(Beginning of Materials provided)

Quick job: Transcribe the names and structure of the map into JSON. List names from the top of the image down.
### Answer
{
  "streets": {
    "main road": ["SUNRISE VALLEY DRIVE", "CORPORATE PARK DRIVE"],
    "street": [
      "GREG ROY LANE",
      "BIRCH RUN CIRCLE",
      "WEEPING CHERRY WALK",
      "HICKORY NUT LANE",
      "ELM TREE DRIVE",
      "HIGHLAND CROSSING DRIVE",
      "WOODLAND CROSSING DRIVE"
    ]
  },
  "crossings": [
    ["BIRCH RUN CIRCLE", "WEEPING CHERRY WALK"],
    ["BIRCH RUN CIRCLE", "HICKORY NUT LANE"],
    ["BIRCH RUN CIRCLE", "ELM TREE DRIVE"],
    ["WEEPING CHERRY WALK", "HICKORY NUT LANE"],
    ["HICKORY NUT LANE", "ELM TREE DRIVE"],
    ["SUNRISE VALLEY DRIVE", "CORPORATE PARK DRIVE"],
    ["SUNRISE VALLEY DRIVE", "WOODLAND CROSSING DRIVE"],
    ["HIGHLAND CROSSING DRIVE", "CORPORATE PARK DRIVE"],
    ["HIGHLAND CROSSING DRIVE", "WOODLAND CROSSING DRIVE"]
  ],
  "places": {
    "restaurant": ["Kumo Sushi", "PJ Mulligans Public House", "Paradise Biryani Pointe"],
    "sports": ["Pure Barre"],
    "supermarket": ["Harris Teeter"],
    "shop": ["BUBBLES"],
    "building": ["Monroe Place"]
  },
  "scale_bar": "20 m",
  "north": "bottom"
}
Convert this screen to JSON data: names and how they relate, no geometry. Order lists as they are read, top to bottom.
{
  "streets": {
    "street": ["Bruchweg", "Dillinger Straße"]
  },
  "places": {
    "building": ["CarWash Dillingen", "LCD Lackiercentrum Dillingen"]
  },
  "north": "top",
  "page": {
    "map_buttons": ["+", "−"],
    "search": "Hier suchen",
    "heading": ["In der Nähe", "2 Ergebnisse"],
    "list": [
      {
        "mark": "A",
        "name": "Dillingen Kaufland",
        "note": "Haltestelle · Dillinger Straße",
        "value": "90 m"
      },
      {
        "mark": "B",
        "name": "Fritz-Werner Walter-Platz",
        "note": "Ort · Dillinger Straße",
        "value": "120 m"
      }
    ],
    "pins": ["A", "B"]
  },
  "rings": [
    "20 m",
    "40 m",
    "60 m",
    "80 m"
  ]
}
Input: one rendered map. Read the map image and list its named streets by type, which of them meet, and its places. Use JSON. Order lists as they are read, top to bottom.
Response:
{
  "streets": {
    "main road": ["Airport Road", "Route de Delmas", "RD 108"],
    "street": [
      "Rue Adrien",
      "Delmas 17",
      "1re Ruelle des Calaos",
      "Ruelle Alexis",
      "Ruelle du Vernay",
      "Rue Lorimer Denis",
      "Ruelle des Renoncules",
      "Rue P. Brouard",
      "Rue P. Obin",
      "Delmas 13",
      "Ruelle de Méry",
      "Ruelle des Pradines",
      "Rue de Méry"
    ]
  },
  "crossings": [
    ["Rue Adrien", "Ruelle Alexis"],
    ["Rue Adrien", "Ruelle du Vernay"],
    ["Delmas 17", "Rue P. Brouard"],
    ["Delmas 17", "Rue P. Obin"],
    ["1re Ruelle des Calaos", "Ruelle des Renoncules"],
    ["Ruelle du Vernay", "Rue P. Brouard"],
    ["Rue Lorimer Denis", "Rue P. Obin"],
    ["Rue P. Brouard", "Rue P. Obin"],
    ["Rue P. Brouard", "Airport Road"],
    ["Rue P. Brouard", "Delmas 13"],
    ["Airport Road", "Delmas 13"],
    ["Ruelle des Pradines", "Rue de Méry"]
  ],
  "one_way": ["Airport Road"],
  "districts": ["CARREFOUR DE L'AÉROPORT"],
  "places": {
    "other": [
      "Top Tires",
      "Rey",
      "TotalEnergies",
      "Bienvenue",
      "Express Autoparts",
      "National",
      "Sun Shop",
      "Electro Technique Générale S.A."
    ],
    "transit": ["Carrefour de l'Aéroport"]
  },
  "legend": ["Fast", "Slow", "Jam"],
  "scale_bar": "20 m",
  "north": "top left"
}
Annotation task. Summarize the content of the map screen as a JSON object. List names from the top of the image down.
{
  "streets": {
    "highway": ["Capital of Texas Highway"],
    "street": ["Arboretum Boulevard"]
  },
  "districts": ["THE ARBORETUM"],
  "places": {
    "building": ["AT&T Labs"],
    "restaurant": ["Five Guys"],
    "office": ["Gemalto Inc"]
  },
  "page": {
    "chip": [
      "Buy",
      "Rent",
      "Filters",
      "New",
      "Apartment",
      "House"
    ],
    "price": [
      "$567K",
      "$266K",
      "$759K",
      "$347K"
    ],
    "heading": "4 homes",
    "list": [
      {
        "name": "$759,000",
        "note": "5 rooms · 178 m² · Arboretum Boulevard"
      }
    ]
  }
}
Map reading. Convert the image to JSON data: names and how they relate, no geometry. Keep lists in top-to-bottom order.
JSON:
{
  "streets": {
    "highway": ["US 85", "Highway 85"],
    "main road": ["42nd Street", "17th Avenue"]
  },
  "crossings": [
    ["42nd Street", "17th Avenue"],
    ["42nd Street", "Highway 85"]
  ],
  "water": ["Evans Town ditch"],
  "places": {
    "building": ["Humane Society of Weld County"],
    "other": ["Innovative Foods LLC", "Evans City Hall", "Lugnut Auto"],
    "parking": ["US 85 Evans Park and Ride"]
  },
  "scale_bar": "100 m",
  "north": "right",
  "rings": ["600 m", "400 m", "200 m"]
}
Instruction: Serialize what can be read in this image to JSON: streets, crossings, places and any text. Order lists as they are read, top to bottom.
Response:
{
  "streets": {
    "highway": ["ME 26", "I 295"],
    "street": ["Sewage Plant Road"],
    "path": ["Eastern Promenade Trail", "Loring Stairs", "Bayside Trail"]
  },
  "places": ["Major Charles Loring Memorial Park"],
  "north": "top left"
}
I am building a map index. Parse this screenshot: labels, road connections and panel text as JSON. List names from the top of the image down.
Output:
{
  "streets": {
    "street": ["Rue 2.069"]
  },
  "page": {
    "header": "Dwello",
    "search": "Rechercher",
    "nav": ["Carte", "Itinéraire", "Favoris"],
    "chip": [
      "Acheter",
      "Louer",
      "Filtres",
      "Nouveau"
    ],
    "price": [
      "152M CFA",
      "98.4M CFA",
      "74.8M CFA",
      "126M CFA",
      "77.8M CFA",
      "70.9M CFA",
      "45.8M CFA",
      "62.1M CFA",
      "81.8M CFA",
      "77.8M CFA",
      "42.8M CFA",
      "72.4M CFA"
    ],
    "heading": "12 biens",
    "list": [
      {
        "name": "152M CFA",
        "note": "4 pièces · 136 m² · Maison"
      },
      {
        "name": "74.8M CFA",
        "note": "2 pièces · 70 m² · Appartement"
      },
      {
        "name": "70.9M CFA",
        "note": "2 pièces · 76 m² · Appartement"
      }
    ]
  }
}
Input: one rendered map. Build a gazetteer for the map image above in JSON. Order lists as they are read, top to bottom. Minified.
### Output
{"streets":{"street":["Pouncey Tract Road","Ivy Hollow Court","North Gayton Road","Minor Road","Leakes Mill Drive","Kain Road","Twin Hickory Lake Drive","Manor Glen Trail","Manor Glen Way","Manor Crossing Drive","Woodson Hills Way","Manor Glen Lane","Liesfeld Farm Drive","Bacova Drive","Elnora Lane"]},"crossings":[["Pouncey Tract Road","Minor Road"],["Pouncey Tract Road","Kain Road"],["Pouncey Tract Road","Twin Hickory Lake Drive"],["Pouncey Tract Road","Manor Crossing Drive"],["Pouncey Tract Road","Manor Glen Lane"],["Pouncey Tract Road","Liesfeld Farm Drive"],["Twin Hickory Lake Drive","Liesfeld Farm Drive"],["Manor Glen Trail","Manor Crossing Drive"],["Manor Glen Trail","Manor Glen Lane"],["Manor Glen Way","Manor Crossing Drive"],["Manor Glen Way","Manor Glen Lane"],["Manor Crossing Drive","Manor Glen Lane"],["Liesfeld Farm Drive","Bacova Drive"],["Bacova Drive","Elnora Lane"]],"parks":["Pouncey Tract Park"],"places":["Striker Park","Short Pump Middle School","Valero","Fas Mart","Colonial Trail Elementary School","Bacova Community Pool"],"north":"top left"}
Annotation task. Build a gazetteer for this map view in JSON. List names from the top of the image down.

(End of Materials provided)

§ Exercise goal:
How many of the lines in the data above carry the word "rendered"? Say the number and nothing else.

§ Answer to this task:
2